• **Instructions for the task**: Find the line in the entries below that contains "Instruction: Parse this". Repeat it exactly, and every line after it through the line that contains "I am building".

• **Given records**:
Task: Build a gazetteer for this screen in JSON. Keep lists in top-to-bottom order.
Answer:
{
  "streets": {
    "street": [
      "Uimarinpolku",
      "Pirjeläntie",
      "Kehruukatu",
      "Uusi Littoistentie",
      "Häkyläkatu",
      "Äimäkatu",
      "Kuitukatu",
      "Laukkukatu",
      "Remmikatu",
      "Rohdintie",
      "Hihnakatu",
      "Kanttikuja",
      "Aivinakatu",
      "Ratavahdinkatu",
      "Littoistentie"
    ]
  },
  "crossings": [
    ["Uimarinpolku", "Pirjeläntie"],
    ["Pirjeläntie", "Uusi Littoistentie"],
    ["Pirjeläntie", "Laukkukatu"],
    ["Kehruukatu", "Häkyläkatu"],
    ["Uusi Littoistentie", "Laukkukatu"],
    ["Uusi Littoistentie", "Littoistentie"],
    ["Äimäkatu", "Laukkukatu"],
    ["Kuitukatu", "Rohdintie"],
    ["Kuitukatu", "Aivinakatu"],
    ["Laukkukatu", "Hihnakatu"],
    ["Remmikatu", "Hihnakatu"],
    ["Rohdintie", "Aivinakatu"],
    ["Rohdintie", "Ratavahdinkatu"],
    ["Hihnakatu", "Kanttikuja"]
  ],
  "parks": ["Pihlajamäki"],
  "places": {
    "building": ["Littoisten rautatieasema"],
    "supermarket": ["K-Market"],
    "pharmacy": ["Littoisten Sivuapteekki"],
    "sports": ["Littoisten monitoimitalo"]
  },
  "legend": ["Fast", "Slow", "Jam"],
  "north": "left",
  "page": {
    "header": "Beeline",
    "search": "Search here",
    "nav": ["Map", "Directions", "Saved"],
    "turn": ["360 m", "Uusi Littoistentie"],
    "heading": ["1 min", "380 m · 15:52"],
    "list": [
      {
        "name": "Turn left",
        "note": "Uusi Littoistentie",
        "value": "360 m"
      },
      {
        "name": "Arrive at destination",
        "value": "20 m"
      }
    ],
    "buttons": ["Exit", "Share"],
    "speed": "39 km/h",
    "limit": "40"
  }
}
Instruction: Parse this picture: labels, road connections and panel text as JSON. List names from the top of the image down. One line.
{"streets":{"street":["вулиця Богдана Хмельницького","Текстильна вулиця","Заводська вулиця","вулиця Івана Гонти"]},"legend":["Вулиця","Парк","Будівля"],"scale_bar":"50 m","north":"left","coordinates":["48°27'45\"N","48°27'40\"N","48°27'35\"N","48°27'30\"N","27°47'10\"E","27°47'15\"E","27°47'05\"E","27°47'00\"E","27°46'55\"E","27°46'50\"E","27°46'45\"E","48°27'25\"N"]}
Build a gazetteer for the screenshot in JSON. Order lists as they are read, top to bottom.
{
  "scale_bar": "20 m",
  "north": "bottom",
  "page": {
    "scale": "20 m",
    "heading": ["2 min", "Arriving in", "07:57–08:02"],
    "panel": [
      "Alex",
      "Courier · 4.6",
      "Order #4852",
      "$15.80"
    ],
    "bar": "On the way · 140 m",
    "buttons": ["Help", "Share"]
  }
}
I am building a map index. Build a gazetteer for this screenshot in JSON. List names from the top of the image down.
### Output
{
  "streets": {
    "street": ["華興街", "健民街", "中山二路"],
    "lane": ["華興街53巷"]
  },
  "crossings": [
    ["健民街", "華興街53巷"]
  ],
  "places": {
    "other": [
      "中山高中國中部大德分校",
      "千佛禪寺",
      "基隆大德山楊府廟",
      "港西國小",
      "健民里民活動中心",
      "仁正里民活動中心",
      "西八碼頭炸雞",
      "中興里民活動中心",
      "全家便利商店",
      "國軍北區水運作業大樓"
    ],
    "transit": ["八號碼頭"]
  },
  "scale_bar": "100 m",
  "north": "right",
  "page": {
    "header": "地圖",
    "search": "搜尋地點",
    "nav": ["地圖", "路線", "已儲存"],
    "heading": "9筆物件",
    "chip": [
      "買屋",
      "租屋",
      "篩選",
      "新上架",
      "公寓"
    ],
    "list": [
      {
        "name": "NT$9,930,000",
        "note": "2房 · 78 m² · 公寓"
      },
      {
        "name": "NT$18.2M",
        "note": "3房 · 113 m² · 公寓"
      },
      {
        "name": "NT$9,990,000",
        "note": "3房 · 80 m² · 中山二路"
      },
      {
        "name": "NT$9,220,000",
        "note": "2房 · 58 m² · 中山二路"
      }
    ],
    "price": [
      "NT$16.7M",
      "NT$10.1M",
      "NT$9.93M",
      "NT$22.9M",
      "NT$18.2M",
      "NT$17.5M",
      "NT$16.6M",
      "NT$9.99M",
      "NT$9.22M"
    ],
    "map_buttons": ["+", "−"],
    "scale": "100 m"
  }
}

• **Answer to this task**:
Instruction: Parse this picture: labels, road connections and panel text as JSON. List names from the top of the image down. One line.
{"streets":{"street":["вулиця Богдана Хмельницького","Текстильна вулиця","Заводська вулиця","вулиця Івана Гонти"]},"legend":["Вулиця","Парк","Будівля"],"scale_bar":"50 m","north":"left","coordinates":["48°27'45\"N","48°27'40\"N","48°27'35\"N","48°27'30\"N","27°47'10\"E","27°47'15\"E","27°47'05\"E","27°47'00\"E","27°46'55\"E","27°46'50\"E","27°46'45\"E","48°27'25\"N"]}
Build a gazetteer for the screenshot in JSON. Order lists as they are read, top to bottom.
{
  "scale_bar": "20 m",
  "north": "bottom",
  "page": {
    "scale": "20 m",
    "heading": ["2 min", "Arriving in", "07:57–08:02"],
    "panel": [
      "Alex",
      "Courier · 4.6",
      "Order #4852",
      "$15.80"
    ],
    "bar": "On the way · 140 m",
    "buttons": ["Help", "Share"]
  }
}
I am building a map index. Build a gazetteer for this screenshot in JSON. List names from the top of the image down.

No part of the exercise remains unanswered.